RECORD SET:

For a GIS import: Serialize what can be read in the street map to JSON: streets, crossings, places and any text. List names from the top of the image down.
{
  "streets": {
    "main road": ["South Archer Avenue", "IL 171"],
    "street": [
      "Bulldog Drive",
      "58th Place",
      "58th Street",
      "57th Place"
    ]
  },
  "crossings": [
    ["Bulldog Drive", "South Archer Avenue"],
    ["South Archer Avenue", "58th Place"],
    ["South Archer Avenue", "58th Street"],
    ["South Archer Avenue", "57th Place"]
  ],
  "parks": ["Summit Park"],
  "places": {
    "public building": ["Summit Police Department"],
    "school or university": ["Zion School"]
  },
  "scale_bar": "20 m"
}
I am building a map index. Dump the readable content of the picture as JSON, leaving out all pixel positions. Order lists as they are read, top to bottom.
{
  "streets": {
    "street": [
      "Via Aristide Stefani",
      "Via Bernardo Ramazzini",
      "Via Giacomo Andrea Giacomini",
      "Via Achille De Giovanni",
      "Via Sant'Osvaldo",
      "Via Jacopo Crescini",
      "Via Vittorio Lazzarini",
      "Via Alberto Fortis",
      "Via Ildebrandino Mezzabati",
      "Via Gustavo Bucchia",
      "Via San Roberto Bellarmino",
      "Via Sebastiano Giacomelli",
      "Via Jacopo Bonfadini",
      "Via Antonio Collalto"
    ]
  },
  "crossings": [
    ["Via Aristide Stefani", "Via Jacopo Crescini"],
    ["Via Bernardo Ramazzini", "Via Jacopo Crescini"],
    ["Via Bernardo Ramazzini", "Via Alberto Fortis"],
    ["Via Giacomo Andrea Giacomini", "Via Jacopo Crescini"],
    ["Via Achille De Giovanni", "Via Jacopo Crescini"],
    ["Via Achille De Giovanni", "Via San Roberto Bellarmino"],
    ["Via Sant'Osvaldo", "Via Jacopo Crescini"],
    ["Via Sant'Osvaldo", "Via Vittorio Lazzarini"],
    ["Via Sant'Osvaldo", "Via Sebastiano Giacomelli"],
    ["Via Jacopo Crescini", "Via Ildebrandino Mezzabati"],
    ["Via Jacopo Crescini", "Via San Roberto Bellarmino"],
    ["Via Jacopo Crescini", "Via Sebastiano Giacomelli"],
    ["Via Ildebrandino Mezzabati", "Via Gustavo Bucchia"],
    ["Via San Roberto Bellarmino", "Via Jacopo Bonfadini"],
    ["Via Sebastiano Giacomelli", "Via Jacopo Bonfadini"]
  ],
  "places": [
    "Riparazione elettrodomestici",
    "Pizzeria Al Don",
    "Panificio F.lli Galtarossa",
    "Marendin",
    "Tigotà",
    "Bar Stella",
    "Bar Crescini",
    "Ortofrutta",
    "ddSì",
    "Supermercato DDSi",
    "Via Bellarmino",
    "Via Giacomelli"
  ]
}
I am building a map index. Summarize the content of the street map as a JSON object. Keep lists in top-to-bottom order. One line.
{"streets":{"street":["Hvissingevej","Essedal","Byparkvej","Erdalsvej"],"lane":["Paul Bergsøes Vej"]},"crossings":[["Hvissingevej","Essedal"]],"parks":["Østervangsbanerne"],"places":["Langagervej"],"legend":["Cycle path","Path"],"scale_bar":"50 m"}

WHAT YOU NEED TO DO: Go through the records and copy each line with "Giacomini" in it.

RESULT FOR THIS EXERCISE:
      "Via Giacomo Andrea Giacomini",
    ["Via Giacomo Andrea Giacomini", "Via Jacopo Crescini"],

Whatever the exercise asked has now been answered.